The task>
Which lines of the records contain "Giotto"? Collect every one of them.
***** Material supplied *****
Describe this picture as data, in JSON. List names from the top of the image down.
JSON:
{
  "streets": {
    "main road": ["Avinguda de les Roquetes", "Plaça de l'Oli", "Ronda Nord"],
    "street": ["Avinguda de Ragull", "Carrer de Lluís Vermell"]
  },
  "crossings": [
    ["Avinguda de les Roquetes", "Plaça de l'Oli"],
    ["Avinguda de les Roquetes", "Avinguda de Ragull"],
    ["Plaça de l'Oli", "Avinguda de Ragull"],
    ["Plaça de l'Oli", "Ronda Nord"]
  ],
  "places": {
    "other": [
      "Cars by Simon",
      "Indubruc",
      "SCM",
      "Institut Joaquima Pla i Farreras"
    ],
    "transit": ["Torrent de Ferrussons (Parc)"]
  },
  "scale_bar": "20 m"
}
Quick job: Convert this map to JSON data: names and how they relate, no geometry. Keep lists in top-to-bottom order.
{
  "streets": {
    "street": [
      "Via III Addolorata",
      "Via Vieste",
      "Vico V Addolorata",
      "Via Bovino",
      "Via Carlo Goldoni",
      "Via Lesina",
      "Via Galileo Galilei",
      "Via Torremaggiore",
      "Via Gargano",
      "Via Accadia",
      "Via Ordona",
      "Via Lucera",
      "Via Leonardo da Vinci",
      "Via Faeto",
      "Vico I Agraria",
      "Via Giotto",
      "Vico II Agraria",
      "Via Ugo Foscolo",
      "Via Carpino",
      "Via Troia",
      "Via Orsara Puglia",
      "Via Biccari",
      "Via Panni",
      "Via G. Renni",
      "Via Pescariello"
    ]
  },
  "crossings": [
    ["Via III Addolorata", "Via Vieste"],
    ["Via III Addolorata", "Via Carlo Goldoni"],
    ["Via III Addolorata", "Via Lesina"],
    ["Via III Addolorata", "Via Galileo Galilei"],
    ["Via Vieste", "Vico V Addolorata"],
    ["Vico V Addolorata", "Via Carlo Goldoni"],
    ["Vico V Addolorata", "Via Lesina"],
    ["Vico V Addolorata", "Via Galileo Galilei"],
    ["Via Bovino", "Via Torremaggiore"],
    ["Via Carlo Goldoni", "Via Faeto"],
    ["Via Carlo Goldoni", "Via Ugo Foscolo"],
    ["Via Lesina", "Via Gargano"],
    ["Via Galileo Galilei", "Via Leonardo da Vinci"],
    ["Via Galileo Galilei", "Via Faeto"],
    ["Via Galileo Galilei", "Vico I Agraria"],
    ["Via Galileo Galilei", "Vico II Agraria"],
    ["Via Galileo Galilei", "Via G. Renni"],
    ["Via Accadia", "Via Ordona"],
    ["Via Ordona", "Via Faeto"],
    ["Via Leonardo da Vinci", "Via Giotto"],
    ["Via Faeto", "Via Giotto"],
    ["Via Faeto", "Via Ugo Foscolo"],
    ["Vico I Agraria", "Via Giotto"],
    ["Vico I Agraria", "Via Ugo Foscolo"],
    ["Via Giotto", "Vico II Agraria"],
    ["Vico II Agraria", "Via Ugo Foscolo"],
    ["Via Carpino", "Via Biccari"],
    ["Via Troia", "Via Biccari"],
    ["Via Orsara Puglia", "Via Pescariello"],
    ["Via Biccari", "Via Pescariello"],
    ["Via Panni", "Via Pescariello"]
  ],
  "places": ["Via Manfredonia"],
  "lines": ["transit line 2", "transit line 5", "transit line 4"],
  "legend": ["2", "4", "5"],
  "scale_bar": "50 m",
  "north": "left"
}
*****
Answer below>
      "Via Giotto",
    ["Via Leonardo da Vinci", "Via Giotto"],
    ["Via Faeto", "Via Giotto"],
    ["Vico I Agraria", "Via Giotto"],
    ["Via Giotto", "Vico II Agraria"],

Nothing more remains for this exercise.